Take the material below and output exactly the run of lines from the one containing "g.lineJoin = 'round';" down to the one containing "g.font = font", with both included.

[Start of Attachment]

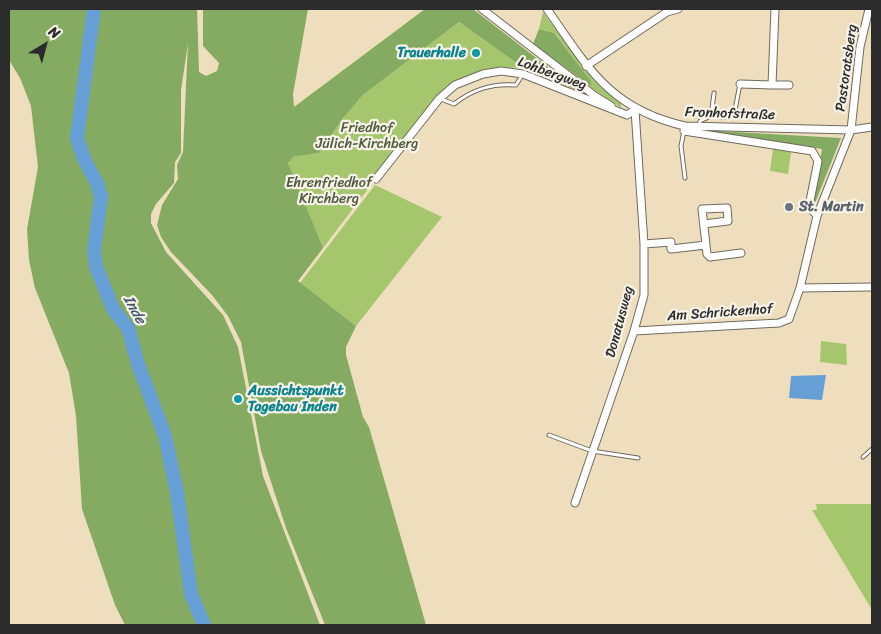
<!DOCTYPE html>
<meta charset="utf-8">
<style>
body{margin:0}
#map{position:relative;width:881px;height:634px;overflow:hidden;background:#eedebd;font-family:Sriracha,sans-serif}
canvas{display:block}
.frame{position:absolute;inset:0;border:10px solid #2b2b2b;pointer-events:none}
.north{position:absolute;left:20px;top:20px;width:50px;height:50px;-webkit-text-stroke:4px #f7f3e8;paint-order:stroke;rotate:37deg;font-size:14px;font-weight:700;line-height:20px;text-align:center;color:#2b2b2b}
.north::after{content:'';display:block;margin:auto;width:18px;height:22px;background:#2b2b2b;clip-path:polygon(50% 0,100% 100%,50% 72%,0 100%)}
</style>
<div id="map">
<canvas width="881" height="634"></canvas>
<div class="frame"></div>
<div class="north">N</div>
</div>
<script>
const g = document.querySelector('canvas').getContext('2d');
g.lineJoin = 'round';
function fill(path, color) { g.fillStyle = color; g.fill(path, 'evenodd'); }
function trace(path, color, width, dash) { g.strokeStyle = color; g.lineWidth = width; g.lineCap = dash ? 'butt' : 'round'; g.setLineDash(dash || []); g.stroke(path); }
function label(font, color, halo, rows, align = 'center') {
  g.font = font + ' Sriracha,sans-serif'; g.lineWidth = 4.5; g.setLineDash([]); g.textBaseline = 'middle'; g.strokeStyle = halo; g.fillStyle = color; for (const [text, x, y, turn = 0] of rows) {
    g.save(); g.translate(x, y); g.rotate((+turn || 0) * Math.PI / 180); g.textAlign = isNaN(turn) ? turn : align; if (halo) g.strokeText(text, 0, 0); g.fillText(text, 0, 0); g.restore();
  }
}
fill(new Path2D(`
 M543,12c25,35 44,65 78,91v5l-41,-28 12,7 -1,-6 -37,-48 -15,-4z
 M459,22l63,45c-29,2 -54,5 -78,22l-121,159 -35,-80 1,-9 4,-2 26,-4 24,-35 20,-23z
 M773,149l18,3 -3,22 -18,-3z
 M375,185l67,32 -86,109 -56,-43z
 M821,341l25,3 1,21 -27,-3z
 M816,504h56v106l-60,-100h5z`), '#a6c66e');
fill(new Path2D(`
 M9,9h188l2,63 7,4 11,-5 2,-8 -16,-17v-37h105l-15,85 1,13 131,-98h48l106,82 -57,-24 -63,-45 -96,73 -20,23 -24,35 -26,4 -5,6 35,85 -25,33 58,45 -10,21v8l17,62 6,10 57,198h-101l-39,-97 -25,-77 -20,-109 -13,-26 -16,-21 -41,-43 -10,-15 -4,-12 5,-20 16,-26 -1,-14 6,-13 5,-109 -7,47v63l-6,9 -1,21 -18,21 -5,10v9l15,29 57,63 15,32 25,129 57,149h-195l-10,-20 -33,-96 -6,-93 -7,-43 -34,-85 -6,-28 -2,-31 11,-62 -7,-61 -11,-28 -11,-18z
 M539,29l15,4 37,48 1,6 -59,-43z
 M699,130l142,8 -26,65 -2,-1 9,-53z`), '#84ab61');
fill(new Path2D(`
 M826,375l-4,25 -33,-2 2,-22z`), '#669fd5');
trace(new Path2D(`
 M94,9l-17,129 8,23 12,22 4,14 -7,53 2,16 17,43 15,19 10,36 27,72 12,56 14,102 13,31`), '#669fd5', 14);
const service = new Path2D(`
 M441,99l13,5c19,-15 38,-21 62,-19l7,-11
 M711,116l13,1 10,-2 6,-31
 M699,126l1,-5 11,-5 3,-23
 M684,131l-3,15 4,32
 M549,435l43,16 46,7
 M863,457l9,-8`);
const minor = new Path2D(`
 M482,9l113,87 16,10
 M547,9c41,59 63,100 138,117l166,4 21,-3
 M775,9l-3,76h17
 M586,66l81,-54 11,-3
 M740,84l32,1
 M685,126l-1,5 128,20 6,10 -9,45 8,10
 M376,179l63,-80 16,-14 28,-11 18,-3 22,3 104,41 8,-5
 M644,244l27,-2v7l35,-4 -4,-36 25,-1 1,13 -24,3
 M706,245l1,9 3,3 31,-4
 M800,288l72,-1
 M634,331l145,-8 10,-4 11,-31 17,-72 34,-86 9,-83 9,-38
 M575,503l59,-172 10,-36v-51l-9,-134`);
trace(service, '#6f6a5e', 5);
trace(minor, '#6f6a5e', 9);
trace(service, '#fff', 3);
trace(minor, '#fff', 7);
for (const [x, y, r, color] of [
 [476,53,5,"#0f9aa8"],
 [789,207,5,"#6b7280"],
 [238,399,5,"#0f9aa8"]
]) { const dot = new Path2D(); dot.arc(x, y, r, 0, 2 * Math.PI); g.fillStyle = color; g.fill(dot); trace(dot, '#f7f3e8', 2); }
label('bold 14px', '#0d838f', '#f7f3e8', [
 ["Trauerhalle",466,53],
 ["Aussichtspunkt",248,391,"left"],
 ["Tagebau Inden",248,407,"left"]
], 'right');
label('14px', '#2b2b2b', '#f7f3e8', [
 ["Pastoratsberg",847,68,-82],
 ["Lohbergweg",552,74,20],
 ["Fronhofstraße",730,114,2],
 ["Am Schrickenhof",720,313,-4],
 ["Donatusweg",620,322,-75]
]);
label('14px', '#505a3f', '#f7f3e8', [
 ["Friedhof",367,128],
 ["Jülich-Kirchberg",367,144],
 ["Ehrenfriedhof",329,183],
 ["Kirchberg",329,199]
]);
label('bold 14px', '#5b616d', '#f7f3e8', [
 ["St. Martin",799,207]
], 'left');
label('italic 15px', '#43596f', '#f7f3e8', [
 ["Inde",134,310,61]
]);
</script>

[End of Attachment]

#### EXERCISE RESULT:
g.lineJoin = 'round';
function fill(path, color) { g.fillStyle = color; g.fill(path, 'evenodd'); }
function trace(path, color, width, dash) { g.strokeStyle = color; g.lineWidth = width; g.lineCap = dash ? 'butt' : 'round'; g.setLineDash(dash || []); g.stroke(path); }
function label(font, color, halo, rows, align = 'center') {
  g.font = font + ' Sriracha,sans-serif'; g.lineWidth = 4.5; g.setLineDash([]); g.textBaseline = 'middle'; g.strokeStyle = halo; g.fillStyle = color; for (const [text, x, y, turn = 0] of rows) {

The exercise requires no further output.